A friend of ours had a brother in the military, and he was given the critical assignment – and huge opportunity – of briefing a general on a mission-critical issue, with two weeks to prepare his presentation. He worked his butt off and got every slide just perfect. When the moment came, he walked the general through the first slide and then the second. As he turned to the third, the general spoke: ‘Is everything you need to say on those slides?’ ‘Yes sir,’ he replied. ‘Fine,’ said the general. ‘I will tell you when to flip.’ After weeks of preparation, the rest of his big meeting with the general he spent in silence, flipping slides ‘like Vanna White,’ as he told it. Most audiences will not be so candid with you. More likely, they will read each new slide you show them, and then go back to looking at their smartphone until you finish talking and turn to the next slide.
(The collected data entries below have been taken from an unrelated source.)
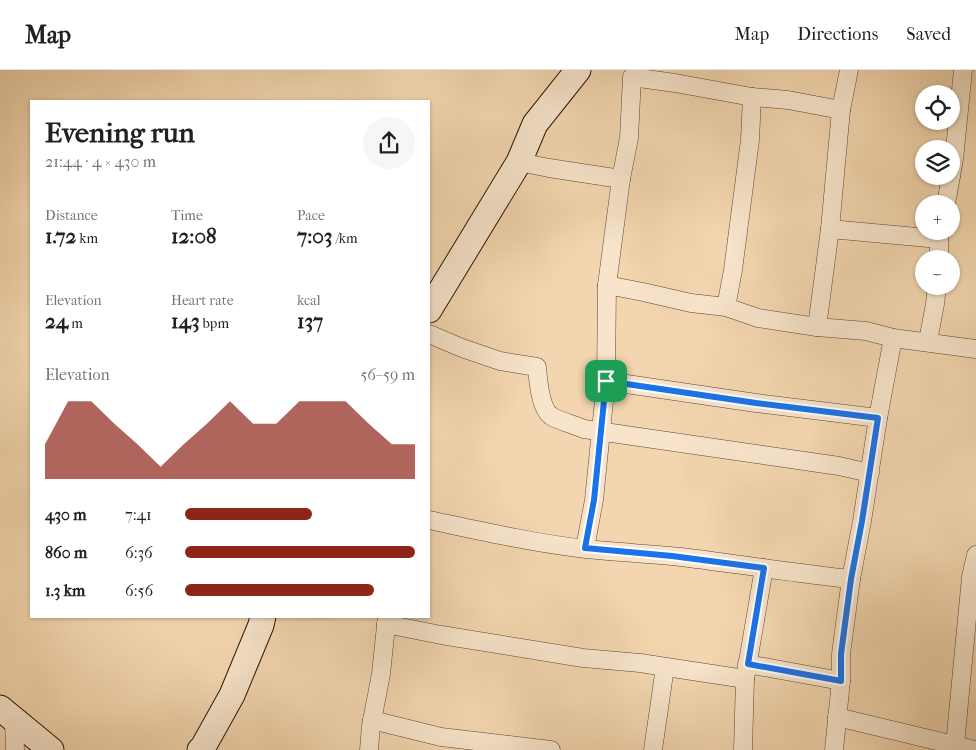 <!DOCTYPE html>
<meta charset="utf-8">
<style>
body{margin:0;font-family:"IM FELL French Canon",serif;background:#f6f6f6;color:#202124;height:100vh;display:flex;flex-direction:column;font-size:19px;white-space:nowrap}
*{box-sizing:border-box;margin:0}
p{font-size:16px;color:#757577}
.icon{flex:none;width:28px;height:28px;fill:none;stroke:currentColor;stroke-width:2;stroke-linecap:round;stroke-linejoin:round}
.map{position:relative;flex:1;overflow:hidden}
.panel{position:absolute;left:30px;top:30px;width:400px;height:518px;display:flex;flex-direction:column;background:#fff;border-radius:0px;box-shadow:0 1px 4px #0004}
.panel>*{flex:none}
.fabs{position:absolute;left:915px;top:15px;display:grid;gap:10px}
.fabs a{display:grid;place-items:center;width:45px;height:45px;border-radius:50%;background:#fff;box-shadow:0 1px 4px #0004;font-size:25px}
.pin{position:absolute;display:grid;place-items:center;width:42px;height:42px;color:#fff;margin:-21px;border-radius:10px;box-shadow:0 2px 8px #0006}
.round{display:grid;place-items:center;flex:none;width:52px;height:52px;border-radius:26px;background:#f6f6f6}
.overview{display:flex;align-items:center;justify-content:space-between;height:85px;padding:0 15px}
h1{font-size:28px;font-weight:700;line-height:38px}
.metrics{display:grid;grid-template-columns:repeat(3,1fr);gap:8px;height:85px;padding:5px 15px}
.metrics div{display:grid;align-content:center}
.metrics b{font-size:21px;font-weight:700}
.metrics small{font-size:14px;font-weight:400}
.metrics p{font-size:14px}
.chart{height:140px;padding:10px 15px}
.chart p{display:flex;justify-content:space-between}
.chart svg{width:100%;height:90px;margin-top:5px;fill:#8f2418;opacity:.7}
ul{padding:0 15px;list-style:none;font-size:16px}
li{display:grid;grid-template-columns:80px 60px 1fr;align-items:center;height:38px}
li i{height:12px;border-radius:6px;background:#8f2418}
header{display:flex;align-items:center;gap:30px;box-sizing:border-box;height:70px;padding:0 25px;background:#fff;border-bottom:1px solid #e0e0e0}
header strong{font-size:24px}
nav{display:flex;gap:28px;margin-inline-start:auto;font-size:18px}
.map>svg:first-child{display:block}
</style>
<header>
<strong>Map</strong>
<nav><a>Map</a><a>Directions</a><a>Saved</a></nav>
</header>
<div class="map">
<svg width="976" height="680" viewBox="0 0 976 680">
<rect width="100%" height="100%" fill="#f3d6af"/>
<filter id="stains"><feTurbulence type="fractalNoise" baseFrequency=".004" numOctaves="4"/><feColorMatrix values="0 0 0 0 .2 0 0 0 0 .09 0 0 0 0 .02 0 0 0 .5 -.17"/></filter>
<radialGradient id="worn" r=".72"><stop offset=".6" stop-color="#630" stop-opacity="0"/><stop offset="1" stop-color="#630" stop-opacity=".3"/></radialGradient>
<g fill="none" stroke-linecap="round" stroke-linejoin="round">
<defs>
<g id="street">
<polyline points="841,40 788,30 752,27 675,13 632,7 629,68 621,109 607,215 606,311 756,333 878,348"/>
<polyline points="519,92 549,98 621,109"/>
<polyline points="951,106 954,89 963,0"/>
<polyline points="946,134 951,106"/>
<polyline points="830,159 939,169"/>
<polyline points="939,189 939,169 941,161"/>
<polyline points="607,215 643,222 691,233 726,237 758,248 817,257 866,261 893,268"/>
<polyline points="726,237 733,200 750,70 752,27"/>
<polyline points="817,257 830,159 841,40 849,0"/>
<path d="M429,264l33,14 38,13 37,6c1,12 3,41 14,49 8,5 24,9 33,13l255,37 31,7"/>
<polyline points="928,271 935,234 937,216"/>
<path d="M429,450c52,11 104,23 157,29 32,3 64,5 95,8 57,7 113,16 170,22l-10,75v27l-94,-17"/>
<polyline points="585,478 594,430 606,311"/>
<polyline points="851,509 862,451 878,348 893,268 976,279"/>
<polyline points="386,554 441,565 583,588 640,593 745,609"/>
<polyline points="837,647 975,680"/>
<polyline points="14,650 15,680"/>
<polyline points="372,650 441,667 551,680"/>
<polyline points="955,675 971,507 976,485"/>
<polyline points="369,680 371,656 381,604 387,546"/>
<polyline points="653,680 665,597"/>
<polyline points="743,680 745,609 764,498"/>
<polyline points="834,680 841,611"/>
</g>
<g id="secondary">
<polyline points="429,240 519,92 535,54 578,0"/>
<polyline points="0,638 51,680"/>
<polyline points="200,680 203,677 232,625 261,555 263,546"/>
</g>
</defs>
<use href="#street" stroke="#5c4534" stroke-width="19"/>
<use href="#secondary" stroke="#29150b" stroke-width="27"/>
<use href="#street" stroke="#f7e4cb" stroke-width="18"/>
<use href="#secondary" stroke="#f7e4cb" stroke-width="25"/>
</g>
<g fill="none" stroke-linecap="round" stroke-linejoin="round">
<defs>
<polygon id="route" points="606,311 756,333 878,348 862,451 851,509 841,584 841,611 748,594 764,498 672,486 585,478 594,430"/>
</defs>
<use href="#route" stroke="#fff" stroke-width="10"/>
<use href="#route" stroke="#1a73e8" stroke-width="6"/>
</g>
<rect width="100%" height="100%" filter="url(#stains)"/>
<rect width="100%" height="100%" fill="url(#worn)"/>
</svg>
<div class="fabs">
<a><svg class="icon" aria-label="locate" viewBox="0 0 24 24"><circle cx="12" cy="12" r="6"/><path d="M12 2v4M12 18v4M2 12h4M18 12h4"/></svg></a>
<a><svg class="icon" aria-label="layers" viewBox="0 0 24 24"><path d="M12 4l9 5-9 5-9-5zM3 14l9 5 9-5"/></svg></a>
<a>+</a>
<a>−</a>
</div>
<div class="pin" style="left:606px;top:311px;background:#1e9e55"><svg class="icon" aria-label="arrive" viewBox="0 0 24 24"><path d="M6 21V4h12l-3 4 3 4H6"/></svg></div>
<section class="panel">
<div class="overview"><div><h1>Evening run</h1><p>21:44 · 4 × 430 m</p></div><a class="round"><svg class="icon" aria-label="share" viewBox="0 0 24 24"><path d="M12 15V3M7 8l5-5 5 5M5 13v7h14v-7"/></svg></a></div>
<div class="metrics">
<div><p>Distance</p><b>1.72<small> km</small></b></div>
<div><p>Time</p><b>12:08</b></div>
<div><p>Pace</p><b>7:03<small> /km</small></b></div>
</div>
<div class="metrics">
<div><p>Elevation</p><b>24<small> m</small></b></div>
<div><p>Heart rate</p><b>143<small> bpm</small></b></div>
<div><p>kcal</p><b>137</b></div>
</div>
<div class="chart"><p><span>Elevation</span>56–59 m</p>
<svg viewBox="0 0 160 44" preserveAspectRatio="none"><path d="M0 44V27L10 6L20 6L30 17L40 27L50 38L60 27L70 17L80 6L90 17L100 17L110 6L120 6L130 6L140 17L150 27L160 27V44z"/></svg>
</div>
<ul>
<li><b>430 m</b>7:41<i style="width:55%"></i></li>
<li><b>860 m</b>6:36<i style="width:100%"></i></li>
<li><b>1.3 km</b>6:56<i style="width:82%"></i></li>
</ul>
</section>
</div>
Ultimately your audience needs to believe in both you and your idea. Your deck may sell your idea, but it will not sell you. That means you should be the center of attention, not your slides. Know what you want to say first, and then use slides to illustrate key points along the way – but not every point, so you stay relevant and keep your audience’s attention.

Having a strong narrative is key. The story should be developed first, before the slides or other supporting materials; as we said earlier, it is the number one way into the circle. Even jaded skeptics will expect and respond positively to a good story, regardless of whether they proceed to challenge your business case and all the assumptions behind it. We once worked with a health care company that called us in a  week before a big pitch to help them rehearse. In the first runthrough, the team members each spoke to several slides of a PowerPoint deck. They moved through it relatively smoothly, but the larger issue was that the presentation was about as memorable as a preflight safety briefing. There was no story that gave meaning or context to the problem the team was proposing to solve. After an hour or so of talking through this, one of the team members casually recounted an anecdote about a doctor involved in the project who had worked in a poor country that needed this breakthrough. A perfect story had been sitting in plain sight. After retooling the presentation around it, the team realized that the doctor protagonist would actually be the best messenger to bring the emotional element to life. A few phone calls later, the doctor agreed to tell his story on video as part of the pitch. We helped simplify the slides to support the overall narrative. The team called us the next week, excited that they had won the account. It was not magic; it was just good storytelling.

A good business case projects more than just competence. The assumptions and projections within it make a concrete statement about how you think the world works. Getting your audience to see the world as you do is a challenge of creating shared understanding – again, it comes back to the circle.